- TASK DESCRIPTION -
Could you count how many lines of the data include "bottom" and answer with the number only?

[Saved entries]

Segment Open

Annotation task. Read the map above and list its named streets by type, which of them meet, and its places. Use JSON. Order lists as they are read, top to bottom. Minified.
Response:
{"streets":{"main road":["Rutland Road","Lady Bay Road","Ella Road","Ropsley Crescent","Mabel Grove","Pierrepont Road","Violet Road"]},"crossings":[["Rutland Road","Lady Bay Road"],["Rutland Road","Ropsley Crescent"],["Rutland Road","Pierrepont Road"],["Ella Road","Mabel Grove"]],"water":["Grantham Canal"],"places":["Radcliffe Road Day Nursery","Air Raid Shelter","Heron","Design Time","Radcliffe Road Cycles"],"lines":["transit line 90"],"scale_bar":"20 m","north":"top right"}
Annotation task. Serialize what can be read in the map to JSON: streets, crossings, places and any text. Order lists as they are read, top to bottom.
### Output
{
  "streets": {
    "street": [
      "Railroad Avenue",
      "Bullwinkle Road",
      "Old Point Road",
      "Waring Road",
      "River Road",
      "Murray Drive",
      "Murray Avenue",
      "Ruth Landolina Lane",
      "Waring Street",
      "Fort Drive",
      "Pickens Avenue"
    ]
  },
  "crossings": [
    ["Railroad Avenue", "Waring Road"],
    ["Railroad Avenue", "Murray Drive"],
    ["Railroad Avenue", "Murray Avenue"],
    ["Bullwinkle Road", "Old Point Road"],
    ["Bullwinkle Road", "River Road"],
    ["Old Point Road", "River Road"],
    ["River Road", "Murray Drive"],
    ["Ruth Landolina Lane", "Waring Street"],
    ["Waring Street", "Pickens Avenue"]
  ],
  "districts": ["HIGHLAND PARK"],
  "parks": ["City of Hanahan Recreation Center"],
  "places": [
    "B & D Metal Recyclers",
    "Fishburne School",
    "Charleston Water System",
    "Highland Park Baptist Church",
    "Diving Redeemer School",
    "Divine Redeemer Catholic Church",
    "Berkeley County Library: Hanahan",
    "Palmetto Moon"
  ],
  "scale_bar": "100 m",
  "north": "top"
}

Segment Closed

- OUTPUT FOR THIS EXERCISE -
2